Simple Dictionary¶
A Simple dictionary operates by converting the input token to lower case and checking it against a list of stop words. If the token is found in the list, an empty array will be returned, causing the token to be discarded. If it is not found, the lower-cased form of the word is returned as the normalized lexeme. In addition, you can set Accept to false for Simple dictionaries (default: true) to report non-stop-words as unrecognized, allowing them to be passed on to the next dictionary in the list.
Precautions¶
Most types of dictionaries rely on dictionary configuration files. The name of a configuration file can only be lowercase letters, digits, and underscores (_).
A dictionary cannot be created in pg_temp mode.
Dictionary configuration files must be stored in UTF-8 encoding. They will be translated to the actual database encoding, if that is different, when they are read into the server.

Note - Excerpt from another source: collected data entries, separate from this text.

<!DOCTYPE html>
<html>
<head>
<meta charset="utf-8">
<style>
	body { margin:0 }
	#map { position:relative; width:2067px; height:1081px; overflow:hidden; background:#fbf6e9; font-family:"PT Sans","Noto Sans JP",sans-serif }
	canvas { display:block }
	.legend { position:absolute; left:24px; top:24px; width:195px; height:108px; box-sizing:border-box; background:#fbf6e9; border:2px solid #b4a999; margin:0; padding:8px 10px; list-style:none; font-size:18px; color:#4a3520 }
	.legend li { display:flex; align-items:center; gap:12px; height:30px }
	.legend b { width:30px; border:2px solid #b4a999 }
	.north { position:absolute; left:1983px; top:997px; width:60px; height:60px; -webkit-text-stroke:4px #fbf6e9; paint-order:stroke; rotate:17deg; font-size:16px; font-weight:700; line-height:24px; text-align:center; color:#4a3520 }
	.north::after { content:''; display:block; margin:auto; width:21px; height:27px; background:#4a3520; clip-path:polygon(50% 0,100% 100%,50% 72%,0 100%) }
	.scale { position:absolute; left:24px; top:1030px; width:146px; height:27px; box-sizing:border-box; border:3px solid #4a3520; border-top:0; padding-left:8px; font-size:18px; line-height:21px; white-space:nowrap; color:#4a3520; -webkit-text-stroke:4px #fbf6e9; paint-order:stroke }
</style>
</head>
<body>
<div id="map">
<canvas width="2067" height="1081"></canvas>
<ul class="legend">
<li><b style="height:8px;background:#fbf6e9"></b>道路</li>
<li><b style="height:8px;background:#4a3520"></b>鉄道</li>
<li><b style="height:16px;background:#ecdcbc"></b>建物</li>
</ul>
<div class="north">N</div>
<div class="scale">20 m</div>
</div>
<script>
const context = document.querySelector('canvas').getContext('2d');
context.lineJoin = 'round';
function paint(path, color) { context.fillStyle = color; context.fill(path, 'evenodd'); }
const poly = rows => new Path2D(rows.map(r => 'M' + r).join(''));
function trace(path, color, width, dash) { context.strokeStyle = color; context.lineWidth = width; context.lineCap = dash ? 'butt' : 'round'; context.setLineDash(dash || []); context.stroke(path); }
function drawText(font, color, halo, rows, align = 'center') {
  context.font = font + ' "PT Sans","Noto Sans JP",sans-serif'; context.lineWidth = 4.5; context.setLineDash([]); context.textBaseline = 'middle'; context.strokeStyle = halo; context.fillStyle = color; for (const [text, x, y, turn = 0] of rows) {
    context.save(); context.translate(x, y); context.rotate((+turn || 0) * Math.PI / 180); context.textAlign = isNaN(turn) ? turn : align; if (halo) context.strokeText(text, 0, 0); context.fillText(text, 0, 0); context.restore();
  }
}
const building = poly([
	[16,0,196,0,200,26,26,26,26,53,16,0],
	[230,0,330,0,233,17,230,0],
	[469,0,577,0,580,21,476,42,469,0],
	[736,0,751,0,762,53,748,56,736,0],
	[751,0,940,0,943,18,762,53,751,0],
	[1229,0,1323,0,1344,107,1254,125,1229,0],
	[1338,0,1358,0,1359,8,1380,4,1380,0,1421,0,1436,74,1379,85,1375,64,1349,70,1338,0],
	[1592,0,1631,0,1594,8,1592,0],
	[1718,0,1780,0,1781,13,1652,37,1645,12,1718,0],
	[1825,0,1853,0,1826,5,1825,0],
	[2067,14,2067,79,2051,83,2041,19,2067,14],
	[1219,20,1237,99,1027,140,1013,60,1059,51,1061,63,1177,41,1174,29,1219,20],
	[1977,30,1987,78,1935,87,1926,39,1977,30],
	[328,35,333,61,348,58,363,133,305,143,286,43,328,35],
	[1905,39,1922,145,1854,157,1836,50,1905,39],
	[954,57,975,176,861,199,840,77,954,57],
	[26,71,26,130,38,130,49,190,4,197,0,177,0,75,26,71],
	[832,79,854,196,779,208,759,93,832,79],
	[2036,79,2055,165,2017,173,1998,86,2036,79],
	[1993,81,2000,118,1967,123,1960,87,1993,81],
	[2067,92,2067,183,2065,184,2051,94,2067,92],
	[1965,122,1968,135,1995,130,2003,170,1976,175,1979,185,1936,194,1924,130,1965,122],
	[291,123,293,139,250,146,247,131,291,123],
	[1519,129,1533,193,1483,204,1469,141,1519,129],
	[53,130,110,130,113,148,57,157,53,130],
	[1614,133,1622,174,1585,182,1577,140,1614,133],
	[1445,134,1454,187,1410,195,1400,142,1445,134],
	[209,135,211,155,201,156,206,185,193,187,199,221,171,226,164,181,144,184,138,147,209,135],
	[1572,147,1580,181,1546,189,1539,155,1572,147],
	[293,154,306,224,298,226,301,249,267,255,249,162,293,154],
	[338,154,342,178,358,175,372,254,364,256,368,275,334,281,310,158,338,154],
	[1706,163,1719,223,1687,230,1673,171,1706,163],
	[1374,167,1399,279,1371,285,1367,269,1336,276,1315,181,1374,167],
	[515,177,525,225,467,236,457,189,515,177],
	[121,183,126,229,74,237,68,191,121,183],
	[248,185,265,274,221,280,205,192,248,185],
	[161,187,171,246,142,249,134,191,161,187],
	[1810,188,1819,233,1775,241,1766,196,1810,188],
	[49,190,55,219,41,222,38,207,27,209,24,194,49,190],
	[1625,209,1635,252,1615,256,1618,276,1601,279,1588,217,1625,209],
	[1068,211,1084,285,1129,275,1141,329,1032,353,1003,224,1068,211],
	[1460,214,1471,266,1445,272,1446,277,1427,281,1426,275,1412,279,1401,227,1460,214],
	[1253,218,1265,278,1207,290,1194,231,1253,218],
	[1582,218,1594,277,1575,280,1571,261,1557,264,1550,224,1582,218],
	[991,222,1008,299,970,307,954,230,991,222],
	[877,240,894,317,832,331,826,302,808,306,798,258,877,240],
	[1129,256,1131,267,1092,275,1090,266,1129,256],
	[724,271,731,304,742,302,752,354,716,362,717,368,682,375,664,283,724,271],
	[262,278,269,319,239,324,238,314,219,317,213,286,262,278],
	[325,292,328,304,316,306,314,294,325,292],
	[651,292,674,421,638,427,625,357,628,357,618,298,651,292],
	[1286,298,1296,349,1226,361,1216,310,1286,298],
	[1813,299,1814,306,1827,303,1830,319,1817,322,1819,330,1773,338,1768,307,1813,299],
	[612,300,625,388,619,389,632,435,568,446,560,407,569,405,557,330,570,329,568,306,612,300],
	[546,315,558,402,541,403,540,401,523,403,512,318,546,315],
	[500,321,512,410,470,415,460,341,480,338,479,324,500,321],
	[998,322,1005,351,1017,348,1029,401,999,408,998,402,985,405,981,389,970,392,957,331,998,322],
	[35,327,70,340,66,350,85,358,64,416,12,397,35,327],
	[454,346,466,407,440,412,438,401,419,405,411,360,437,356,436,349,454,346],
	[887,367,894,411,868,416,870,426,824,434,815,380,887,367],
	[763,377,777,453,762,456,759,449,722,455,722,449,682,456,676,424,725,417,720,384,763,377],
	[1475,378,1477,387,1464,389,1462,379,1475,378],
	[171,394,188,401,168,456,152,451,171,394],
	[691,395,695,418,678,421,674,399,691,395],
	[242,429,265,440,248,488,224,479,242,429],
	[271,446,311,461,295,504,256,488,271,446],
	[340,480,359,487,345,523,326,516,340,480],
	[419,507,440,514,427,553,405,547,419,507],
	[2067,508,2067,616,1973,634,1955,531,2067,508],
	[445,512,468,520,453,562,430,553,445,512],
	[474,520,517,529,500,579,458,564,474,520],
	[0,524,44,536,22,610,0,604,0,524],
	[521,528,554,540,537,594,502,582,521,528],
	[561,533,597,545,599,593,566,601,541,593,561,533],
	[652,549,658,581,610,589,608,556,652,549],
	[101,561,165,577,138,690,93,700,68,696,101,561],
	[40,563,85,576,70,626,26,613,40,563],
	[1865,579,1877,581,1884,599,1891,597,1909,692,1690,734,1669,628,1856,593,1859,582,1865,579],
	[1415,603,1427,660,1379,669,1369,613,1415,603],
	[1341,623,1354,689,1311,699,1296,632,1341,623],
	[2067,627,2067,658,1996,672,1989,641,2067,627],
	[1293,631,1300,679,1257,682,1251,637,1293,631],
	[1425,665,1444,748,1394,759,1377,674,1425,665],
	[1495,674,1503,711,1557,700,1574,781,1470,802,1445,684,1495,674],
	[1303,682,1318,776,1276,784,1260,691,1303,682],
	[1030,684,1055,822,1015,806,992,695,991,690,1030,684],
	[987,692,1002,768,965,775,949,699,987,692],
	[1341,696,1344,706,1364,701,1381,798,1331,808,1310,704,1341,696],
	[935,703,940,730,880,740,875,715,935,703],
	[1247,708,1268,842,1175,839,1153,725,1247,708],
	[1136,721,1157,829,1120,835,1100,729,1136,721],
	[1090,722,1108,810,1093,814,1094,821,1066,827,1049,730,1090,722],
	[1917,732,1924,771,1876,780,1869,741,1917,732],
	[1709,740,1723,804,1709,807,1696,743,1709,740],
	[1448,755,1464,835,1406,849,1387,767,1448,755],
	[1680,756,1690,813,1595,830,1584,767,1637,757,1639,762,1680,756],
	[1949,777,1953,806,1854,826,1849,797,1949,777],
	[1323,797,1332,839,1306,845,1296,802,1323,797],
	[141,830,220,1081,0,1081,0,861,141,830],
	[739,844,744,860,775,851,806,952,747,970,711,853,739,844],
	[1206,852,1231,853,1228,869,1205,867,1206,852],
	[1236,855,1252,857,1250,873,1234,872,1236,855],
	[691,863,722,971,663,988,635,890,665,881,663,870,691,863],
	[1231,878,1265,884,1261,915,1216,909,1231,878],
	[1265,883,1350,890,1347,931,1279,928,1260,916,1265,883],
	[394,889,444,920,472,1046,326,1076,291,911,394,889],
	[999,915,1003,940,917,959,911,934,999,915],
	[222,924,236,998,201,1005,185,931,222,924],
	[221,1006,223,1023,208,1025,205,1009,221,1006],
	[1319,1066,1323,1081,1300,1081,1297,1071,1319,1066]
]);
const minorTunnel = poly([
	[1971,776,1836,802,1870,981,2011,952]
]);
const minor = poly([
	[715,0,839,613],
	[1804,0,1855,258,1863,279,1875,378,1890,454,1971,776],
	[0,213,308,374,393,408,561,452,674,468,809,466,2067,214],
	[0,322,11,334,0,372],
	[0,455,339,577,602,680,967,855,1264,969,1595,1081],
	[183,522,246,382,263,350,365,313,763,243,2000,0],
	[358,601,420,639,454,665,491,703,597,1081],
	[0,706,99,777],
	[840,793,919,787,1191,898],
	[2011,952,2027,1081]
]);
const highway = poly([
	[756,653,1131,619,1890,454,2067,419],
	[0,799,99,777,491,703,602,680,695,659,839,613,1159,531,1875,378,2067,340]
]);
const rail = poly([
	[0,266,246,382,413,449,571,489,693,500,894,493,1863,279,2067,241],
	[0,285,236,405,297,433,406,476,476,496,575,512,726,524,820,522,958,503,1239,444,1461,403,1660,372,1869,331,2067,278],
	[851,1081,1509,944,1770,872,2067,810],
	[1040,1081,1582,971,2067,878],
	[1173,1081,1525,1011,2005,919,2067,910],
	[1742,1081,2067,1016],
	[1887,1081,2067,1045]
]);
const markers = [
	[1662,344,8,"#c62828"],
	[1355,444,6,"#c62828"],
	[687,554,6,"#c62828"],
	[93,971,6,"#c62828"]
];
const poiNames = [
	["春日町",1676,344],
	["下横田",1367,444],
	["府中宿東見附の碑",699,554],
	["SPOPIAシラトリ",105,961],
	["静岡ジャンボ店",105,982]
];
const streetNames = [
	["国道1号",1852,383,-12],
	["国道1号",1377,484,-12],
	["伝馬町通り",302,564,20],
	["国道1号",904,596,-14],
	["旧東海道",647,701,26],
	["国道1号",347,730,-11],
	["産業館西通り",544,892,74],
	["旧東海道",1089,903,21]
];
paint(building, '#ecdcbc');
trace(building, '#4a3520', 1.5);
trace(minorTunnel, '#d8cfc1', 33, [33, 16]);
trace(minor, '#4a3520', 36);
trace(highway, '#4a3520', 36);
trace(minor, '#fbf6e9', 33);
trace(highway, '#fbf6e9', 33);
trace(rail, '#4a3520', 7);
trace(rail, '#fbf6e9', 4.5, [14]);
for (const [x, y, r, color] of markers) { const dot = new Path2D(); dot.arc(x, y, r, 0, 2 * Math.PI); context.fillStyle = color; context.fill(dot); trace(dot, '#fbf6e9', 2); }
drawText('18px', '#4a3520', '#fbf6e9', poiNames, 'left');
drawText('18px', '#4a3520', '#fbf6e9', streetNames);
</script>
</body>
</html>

Generally, a session will read a dictionary configuration file only once, when it is first used within the session. To modify a configuration file, run the ALTER TEXT SEARCH DICTIONARY statement to update and reload the file.
Procedure¶
Create a Simple dictionary.
CREATE TEXT SEARCH DICTIONARY public.simple_dict ( TEMPLATE = pg_catalog.simple, STOPWORDS = english );
english.stop is the full name of a file of stop words. For details about the syntax and parameters for creating a Simple dictionary, see CREATE TEXT SEARCH DICTIONARY.
Use the Simple dictionary.
SELECT ts_lexize('public.simple_dict','Yes'); ts_lexize ----------- {yes} (1 row) SELECT ts_lexize('public.simple_dict','The'); ts_lexize ----------- {} (1 row)
Set Accept=false so that the Simple dictionary returns NULL instead of a lower-cased non-stop word.
ALTER TEXT SEARCH DICTIONARY public.simple_dict ( Accept = false ); SELECT ts_lexize('public.simple_dict','Yes'); ts_lexize ----------- (1 row) SELECT ts_lexize('public.simple_dict','The'); ts_lexize ----------- {} (1 row)